The authorities charged Mizuhara with bank fraud, for which the maximum penalty is 30 years in prison. The complaint contains a message sent by Mizuhara in which he admits to a bookmaker that he stole the money from Ohtani.

“Technically I did steal from him,” Mizuhara said. “It’s all over for me.”

The release of the complaint comes a day after The New York Times reported that Mizuhara’s lawyer and federal prosecutors were negotiating a plea deal, that Ohtani had been interviewed by the authorities and that prosecutors had uncovered evidence Mizuhara stole more than the $4.5 million he was initially accused of taking.

Mizuhara will be arraigned in federal court in Los Angeles as soon as Friday. He is expected to enter a not guilty plea, a formal step that will take place as federal prosecutors and his lawyer, Michael Freedman, continue to negotiate a deal. Mr. Freedman declined to comment.

Estrada said that while Mizuhara took the money from Ohtani’s account to place bets, on the rare occasions that he won money, he transferred the winnings to a different account. The authorities said they had obtained recordings of calls between Mizuhara and the bank that had Ohtani’s account in which Mizuhara pretended that he was Ohtani.

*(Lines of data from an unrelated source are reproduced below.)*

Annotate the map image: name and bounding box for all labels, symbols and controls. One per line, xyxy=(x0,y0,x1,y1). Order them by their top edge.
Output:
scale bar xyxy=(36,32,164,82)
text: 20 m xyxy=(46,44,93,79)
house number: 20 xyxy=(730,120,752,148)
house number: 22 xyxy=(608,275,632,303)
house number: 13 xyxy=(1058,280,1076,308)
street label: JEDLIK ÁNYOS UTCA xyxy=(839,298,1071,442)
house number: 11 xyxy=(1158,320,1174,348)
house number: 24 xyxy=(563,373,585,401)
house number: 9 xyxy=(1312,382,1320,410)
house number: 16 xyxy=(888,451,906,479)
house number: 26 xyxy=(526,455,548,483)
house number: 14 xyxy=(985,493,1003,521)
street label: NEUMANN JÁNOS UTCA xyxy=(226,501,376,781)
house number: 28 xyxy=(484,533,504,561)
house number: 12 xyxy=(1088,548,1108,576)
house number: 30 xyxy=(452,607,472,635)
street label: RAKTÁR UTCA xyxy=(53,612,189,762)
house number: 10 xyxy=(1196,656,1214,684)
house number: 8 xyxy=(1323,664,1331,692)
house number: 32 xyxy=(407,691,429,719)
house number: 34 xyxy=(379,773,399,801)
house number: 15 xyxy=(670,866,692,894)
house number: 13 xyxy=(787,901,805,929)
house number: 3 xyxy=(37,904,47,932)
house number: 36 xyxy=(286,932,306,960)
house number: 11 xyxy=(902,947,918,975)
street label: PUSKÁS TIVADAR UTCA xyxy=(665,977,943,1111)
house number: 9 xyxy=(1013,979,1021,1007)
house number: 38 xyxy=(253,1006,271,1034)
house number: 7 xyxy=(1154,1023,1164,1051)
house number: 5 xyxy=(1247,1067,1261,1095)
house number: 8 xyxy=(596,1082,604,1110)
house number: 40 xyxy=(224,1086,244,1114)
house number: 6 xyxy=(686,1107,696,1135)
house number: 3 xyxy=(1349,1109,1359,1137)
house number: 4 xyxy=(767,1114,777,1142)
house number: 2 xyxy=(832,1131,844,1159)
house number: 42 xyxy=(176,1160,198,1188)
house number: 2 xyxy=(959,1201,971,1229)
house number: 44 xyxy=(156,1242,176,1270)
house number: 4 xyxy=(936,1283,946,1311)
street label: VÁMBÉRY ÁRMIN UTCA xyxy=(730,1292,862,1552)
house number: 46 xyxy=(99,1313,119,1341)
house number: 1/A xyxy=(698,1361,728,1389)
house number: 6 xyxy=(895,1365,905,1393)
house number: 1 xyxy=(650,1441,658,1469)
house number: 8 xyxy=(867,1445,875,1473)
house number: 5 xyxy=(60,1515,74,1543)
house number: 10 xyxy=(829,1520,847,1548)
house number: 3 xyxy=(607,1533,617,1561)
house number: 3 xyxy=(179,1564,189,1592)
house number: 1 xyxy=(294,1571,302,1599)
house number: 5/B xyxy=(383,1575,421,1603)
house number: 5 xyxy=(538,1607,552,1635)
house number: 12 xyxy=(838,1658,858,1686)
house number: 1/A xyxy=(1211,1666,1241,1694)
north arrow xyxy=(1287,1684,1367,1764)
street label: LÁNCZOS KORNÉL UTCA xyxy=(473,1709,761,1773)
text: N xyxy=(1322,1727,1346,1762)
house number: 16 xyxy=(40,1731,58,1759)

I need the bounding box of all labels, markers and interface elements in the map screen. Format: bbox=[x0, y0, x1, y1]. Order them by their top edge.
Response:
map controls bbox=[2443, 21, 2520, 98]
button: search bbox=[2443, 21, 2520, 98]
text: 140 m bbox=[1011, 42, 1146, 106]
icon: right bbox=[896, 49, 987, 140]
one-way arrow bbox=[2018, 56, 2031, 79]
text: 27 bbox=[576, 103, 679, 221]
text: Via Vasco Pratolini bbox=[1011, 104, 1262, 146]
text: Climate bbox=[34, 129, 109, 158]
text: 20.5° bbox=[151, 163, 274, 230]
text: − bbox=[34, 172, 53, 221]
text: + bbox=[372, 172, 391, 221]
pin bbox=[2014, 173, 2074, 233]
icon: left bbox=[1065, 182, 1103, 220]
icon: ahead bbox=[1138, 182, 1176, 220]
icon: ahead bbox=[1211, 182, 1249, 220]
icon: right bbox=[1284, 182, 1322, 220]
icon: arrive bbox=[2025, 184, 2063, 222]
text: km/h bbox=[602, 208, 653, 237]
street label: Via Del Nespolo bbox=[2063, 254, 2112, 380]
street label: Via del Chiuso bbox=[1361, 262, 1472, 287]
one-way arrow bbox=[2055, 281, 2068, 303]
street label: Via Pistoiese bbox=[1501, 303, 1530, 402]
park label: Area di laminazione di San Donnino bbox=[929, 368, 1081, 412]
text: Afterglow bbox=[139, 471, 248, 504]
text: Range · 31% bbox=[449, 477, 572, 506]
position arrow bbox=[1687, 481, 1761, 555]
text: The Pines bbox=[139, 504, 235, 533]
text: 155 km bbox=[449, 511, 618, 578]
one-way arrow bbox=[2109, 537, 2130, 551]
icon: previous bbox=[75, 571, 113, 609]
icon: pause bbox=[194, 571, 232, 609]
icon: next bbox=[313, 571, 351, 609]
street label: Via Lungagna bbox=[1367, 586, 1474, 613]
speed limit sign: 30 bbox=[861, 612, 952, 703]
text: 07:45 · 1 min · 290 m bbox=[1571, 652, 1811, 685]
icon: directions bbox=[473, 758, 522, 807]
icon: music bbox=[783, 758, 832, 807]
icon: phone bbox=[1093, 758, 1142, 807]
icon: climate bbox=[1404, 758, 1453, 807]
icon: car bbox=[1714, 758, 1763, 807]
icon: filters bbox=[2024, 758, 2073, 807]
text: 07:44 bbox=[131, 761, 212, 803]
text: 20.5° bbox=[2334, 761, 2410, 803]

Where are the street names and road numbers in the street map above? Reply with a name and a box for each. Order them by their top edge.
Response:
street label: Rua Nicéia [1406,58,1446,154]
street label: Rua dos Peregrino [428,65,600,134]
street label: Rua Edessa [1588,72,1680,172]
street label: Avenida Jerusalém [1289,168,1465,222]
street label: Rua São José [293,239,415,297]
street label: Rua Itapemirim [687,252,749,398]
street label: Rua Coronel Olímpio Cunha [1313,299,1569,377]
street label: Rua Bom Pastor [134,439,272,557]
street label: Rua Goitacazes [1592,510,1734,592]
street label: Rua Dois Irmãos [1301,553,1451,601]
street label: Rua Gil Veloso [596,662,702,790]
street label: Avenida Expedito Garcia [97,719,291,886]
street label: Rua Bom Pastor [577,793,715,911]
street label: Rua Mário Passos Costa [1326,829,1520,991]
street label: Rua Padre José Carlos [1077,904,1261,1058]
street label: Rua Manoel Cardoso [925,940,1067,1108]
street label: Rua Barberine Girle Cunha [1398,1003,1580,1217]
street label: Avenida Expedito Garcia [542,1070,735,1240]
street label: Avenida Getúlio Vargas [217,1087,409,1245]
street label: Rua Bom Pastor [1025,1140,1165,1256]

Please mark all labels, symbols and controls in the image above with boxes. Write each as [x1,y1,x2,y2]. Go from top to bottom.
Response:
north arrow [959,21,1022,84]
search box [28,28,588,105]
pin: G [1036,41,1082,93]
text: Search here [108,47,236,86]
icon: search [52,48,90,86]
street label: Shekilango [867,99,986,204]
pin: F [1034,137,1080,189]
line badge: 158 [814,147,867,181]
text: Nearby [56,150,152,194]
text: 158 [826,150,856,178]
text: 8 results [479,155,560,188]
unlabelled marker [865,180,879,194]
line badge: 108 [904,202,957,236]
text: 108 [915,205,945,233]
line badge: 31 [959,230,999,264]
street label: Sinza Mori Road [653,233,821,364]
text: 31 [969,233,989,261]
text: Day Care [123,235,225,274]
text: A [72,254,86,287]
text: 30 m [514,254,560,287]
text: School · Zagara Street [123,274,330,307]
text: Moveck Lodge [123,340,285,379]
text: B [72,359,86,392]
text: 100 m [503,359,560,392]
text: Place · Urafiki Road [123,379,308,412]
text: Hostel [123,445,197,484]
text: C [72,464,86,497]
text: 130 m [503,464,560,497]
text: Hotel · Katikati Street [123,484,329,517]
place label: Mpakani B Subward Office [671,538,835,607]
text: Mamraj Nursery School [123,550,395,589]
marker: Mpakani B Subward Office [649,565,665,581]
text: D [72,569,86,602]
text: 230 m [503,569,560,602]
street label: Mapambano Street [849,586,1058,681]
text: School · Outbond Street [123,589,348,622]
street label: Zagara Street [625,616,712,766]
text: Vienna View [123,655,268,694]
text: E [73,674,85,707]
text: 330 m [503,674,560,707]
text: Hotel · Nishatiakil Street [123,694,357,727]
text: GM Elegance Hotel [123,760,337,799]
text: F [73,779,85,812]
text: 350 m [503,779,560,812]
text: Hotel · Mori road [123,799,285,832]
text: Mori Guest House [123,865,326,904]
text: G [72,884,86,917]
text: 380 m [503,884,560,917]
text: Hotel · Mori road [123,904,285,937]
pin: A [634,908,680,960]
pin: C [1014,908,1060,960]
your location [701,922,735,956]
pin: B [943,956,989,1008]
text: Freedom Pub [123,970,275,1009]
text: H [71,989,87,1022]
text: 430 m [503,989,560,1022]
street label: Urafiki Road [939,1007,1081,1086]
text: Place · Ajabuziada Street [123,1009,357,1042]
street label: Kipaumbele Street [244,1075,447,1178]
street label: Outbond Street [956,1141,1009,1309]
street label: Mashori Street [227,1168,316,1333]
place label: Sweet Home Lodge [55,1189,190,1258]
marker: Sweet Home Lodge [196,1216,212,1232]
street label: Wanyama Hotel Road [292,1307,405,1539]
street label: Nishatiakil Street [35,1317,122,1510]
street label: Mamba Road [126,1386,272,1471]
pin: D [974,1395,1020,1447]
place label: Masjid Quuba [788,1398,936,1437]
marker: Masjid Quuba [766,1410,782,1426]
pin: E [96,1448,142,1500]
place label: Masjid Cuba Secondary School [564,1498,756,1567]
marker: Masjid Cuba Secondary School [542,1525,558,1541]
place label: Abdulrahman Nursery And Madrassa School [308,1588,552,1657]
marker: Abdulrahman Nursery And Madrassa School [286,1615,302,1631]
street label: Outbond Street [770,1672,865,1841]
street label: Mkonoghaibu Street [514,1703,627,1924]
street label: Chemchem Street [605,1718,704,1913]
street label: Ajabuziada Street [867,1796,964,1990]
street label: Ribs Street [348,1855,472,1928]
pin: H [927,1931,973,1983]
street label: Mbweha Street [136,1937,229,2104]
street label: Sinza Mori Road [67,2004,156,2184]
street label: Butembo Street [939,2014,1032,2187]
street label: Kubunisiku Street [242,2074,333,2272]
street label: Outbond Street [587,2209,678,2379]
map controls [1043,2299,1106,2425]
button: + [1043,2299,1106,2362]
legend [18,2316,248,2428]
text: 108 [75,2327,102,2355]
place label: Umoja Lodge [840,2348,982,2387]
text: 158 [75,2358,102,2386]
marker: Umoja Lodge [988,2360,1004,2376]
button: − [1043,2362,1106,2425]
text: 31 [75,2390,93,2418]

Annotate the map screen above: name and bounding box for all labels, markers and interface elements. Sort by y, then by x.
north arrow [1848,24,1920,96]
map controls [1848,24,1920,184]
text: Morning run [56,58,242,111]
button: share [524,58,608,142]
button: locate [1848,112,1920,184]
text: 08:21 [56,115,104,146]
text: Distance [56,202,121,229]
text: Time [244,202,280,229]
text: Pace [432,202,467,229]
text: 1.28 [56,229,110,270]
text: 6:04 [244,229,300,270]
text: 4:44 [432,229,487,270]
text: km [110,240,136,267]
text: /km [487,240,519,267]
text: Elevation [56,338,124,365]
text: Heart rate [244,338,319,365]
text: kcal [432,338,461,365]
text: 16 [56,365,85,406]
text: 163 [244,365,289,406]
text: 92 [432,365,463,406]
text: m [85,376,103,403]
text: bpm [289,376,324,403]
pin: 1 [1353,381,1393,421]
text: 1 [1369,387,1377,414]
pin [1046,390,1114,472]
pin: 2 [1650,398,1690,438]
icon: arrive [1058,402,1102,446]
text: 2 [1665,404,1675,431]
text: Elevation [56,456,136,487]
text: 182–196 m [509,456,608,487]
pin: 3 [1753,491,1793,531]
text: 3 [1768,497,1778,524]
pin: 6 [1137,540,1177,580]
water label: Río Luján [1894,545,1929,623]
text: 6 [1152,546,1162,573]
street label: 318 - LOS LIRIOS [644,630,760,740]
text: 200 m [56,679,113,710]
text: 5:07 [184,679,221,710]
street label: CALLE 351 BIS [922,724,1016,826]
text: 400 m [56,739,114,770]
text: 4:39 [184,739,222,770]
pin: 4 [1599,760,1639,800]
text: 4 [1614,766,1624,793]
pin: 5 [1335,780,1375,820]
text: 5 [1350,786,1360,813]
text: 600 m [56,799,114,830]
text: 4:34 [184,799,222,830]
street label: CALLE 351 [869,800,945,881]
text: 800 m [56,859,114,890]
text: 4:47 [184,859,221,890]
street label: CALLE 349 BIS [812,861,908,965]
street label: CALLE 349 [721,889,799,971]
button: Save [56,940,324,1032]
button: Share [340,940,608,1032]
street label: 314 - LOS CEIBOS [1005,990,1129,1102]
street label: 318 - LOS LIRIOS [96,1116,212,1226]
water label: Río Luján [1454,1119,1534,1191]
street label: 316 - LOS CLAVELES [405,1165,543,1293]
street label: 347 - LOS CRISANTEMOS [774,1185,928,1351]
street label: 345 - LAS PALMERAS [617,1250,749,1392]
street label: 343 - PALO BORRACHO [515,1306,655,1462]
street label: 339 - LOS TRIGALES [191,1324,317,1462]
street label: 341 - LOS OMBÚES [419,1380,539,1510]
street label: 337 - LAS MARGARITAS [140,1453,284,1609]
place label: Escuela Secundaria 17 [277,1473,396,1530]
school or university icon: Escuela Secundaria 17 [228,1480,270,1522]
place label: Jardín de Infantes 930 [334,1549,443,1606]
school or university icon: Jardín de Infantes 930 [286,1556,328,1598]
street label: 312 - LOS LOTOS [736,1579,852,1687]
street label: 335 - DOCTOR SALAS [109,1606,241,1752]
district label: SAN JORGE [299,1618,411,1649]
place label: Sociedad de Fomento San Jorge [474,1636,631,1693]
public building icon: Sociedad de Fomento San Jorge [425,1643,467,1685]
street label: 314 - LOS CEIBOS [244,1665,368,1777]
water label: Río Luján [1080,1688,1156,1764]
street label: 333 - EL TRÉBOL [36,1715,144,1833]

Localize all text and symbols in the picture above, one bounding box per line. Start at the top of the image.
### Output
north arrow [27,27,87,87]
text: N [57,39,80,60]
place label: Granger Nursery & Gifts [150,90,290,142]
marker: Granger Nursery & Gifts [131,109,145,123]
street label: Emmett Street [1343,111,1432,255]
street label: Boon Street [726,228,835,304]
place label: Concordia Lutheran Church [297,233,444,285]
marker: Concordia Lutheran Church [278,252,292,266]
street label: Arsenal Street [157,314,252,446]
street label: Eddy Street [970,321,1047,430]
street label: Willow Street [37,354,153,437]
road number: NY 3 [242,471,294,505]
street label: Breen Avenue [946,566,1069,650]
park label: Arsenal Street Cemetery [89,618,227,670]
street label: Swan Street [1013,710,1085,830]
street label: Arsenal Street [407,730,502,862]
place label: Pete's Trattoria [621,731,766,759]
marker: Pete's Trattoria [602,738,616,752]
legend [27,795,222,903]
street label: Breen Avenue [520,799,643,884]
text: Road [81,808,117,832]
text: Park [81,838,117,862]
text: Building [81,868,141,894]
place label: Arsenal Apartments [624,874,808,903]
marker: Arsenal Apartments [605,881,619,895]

Among the messages in the complaint was an exchange Mizuhara had with the person with whom he placed the bets.

“Have you seen the reports?” Mizuhara wrote the bookmaker after articles appeared in March.

The bookmaker responded, in part: “Obviously you didn’t steal from him. I understand it’s a cover job, I totally get it.”

“Technically I did steal from him,” Mizuhara said. “It’s all over for me.”